Hermes returned with the silver bowl full of baking soda. He dug the totem out with a gloved hand, and Taylor rinsed it with water. They inspected it together, with Genova and Ramitha looking over their shoulders.
"It's very clean," observed Ramitha. "Certainly cleaner than it was before."
"But otherwise unharmed," finished Genova.
As they watched, a new film of skin started to form on the totem. It was using the life it drained from its victims to build a new body. Taylor had them burn it again while he put away most of his materials and equipment. He wanted to limit the damage if things exploded.
With protective gear on, body enhancements turned up high, and everyone else cleared from the area, Taylor used his tongs to lift the stone toward the gravity well until it drifted toward the acid. He stepped away and dramatically increased the strength of the well, hoping to keep splashing and contamination to a minimum.
The reaction started slowly, but it was there: the skin that kept trying to form on the phylactery melted away, and bubbles formed on the surface. After several seconds, just as Taylor was beginning to doubt whether the acid would work, the bubbles turned to foam, and the foam grew to the size of a man's head. Then, the foam changed from white to green, with a murky black core. His hopes rose and, after another minute, the reaction became more violent. Heat and splatters of murky liquid escaped the well and splattered the area. The only reason Taylor didn't get burned was because of the defensive barriers he put up, but the ground between him and the gravity well changed color and threw up clouds of noxious vapor.
Then, the air itself caught fire and howled with a rage born of pain. How many years had the soul been trapped in stone? How many lives had it consumed? A rank wind emanated from the well in a corona of tangible hate.

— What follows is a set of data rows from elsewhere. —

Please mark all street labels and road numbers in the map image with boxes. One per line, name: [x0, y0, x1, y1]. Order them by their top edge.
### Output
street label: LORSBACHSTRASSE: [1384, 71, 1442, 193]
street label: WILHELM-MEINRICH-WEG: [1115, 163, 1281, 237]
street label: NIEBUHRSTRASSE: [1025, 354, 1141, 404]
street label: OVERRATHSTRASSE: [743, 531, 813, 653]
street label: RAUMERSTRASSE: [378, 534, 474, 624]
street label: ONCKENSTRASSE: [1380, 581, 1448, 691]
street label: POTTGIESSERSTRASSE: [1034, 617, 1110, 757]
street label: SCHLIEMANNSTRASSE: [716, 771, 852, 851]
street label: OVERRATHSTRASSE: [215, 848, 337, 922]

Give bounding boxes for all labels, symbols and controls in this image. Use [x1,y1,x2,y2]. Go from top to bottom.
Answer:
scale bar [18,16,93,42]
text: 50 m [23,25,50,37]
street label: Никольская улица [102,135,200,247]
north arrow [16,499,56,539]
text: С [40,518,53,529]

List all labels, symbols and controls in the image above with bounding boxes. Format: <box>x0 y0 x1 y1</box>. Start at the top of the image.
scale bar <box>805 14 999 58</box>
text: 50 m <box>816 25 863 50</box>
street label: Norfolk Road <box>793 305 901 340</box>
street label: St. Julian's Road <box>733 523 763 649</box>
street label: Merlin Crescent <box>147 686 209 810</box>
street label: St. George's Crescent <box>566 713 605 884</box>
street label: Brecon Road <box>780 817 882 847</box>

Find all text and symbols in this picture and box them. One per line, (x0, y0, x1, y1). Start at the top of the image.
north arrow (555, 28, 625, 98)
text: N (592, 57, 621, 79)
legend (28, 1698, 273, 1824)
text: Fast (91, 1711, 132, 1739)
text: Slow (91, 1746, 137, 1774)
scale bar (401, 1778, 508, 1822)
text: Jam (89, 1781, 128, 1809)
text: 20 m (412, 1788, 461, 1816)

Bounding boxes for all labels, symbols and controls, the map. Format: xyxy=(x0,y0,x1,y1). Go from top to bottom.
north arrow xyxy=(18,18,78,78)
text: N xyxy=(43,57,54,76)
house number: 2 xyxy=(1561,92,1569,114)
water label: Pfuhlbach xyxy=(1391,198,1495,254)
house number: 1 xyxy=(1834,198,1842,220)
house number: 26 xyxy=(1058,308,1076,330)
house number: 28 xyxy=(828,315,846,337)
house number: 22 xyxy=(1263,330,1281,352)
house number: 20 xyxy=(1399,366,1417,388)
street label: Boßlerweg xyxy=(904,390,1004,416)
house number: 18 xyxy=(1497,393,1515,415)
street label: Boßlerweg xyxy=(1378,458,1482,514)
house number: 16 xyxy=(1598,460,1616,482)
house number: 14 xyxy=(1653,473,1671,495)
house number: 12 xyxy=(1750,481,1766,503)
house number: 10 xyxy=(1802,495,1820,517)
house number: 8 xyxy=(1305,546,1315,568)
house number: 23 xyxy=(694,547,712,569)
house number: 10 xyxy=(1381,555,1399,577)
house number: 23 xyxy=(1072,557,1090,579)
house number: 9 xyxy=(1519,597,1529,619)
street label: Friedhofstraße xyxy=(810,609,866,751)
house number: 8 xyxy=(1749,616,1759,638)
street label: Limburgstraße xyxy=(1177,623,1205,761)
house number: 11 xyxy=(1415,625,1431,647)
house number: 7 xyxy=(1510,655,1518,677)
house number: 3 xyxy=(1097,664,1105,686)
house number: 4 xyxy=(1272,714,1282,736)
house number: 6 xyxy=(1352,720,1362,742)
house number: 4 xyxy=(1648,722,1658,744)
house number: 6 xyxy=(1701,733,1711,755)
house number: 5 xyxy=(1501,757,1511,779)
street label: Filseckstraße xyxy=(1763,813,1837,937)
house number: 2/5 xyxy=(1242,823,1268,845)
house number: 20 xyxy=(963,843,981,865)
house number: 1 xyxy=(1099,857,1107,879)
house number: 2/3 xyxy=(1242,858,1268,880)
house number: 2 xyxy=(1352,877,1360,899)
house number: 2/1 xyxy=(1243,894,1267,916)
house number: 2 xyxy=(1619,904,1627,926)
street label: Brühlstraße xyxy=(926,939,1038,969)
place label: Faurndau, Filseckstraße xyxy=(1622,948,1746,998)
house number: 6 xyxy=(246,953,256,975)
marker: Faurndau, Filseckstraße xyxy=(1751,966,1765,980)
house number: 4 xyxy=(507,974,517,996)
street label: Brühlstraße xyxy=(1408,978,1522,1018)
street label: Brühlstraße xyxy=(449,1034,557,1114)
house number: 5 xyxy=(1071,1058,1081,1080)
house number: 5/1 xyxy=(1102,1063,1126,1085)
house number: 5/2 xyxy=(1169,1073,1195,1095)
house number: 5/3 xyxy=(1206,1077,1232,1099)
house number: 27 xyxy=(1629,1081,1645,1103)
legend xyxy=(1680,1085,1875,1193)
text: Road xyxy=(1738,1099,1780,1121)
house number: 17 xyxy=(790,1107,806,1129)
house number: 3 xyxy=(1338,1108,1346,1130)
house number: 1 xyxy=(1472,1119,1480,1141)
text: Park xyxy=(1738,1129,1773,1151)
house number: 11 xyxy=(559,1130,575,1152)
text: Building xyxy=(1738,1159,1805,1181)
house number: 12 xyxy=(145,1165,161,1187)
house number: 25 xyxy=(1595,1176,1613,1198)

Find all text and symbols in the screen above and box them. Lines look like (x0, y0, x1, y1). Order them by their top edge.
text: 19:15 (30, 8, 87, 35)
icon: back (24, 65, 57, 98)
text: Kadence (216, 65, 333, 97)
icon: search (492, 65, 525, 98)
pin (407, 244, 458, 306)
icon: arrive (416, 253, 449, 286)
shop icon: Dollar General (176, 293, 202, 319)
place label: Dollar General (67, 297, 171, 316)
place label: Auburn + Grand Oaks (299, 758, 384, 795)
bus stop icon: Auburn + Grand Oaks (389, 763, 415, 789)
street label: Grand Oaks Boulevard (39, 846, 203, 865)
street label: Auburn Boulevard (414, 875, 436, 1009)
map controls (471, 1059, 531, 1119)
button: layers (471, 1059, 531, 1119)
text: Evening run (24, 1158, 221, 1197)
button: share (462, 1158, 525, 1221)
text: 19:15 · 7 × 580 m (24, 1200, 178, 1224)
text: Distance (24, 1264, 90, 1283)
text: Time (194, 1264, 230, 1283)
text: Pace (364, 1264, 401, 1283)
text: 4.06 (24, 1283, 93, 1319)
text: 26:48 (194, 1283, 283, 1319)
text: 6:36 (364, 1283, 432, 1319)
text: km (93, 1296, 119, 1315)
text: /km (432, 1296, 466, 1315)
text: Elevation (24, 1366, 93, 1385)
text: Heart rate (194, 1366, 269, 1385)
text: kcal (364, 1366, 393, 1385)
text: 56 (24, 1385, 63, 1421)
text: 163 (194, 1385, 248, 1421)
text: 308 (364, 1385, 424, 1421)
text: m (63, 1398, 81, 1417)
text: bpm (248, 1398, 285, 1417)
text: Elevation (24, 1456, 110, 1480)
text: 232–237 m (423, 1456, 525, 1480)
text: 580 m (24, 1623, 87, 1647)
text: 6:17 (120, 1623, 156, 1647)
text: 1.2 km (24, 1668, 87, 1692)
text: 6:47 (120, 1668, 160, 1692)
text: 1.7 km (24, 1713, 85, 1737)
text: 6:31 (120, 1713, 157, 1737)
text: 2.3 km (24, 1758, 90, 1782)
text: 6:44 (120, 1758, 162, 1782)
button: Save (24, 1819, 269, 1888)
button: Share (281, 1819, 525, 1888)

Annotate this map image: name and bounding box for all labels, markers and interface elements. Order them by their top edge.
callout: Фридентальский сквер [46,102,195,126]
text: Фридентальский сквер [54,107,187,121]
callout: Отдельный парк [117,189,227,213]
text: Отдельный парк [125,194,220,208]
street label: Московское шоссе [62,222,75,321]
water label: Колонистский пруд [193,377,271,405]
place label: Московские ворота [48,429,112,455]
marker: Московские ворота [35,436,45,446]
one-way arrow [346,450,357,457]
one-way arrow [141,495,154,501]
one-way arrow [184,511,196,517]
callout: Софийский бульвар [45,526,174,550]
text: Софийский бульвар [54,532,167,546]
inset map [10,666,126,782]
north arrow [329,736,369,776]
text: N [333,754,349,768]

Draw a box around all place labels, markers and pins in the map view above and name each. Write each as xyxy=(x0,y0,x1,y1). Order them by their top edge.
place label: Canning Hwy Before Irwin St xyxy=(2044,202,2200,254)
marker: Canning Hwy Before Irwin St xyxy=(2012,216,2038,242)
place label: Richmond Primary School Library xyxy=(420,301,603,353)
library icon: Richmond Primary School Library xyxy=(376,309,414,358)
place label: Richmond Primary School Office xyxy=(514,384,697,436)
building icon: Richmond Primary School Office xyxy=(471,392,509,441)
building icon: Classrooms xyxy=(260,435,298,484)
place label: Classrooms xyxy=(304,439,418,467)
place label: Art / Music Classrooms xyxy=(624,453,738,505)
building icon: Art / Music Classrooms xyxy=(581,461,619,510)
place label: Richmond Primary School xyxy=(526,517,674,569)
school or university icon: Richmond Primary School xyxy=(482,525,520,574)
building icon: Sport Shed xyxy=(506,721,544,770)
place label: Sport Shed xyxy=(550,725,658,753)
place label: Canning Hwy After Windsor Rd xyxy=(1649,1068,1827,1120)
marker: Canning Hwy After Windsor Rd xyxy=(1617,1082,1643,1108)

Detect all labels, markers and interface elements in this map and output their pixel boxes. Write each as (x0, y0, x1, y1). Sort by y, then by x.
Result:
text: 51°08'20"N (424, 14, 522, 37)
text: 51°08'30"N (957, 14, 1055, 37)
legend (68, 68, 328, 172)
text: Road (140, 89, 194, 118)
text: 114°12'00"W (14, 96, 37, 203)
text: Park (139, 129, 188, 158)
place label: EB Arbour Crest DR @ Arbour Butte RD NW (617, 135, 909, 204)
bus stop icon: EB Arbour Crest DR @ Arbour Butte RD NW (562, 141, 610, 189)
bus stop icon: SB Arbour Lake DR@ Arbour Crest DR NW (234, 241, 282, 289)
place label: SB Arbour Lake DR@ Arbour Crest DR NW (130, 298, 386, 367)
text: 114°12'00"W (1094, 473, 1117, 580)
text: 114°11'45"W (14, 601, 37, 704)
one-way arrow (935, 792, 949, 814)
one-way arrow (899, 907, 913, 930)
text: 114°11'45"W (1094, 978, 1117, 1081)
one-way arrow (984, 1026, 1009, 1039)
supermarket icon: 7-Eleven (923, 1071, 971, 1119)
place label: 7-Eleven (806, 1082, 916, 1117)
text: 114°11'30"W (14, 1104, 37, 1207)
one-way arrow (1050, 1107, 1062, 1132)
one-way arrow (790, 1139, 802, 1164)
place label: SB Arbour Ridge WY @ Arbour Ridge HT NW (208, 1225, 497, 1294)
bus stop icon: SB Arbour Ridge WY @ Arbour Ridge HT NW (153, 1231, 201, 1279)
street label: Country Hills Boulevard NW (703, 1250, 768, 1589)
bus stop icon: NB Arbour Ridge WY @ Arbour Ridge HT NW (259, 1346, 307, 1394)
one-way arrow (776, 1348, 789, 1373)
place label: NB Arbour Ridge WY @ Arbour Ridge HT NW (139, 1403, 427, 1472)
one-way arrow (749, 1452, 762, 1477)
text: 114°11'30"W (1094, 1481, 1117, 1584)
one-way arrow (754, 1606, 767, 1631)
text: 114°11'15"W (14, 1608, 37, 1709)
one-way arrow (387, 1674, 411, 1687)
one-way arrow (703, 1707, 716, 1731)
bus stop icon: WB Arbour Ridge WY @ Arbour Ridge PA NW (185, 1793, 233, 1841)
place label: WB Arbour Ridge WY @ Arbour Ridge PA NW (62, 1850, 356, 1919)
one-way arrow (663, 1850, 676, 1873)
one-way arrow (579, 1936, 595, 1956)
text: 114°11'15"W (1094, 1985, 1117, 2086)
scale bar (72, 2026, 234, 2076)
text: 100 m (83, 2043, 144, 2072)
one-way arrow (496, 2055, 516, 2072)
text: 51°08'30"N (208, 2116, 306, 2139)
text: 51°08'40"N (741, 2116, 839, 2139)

"Hermes!" He shouted over the din, "Disband and check on the others!"
The howling and the conflagration continued for a long minute. Souls were not immutable, nor were they truly immortal. They could grow, they could be hurt, and though it was rare, they could be ended. Taylor didn't want to know what the necromancer had done to that poor soul, not really, but he couldn't help but wonder.
Quest Complete: [Kill the Chimera]
When it was over, and the depot returned to silence, he let the mess of black and smoking gunk fall into a heap of baking soda stolen from the tavern's kitchen. Hermes reported that the life drain had stopped, and Ramitha reported the same among mortals.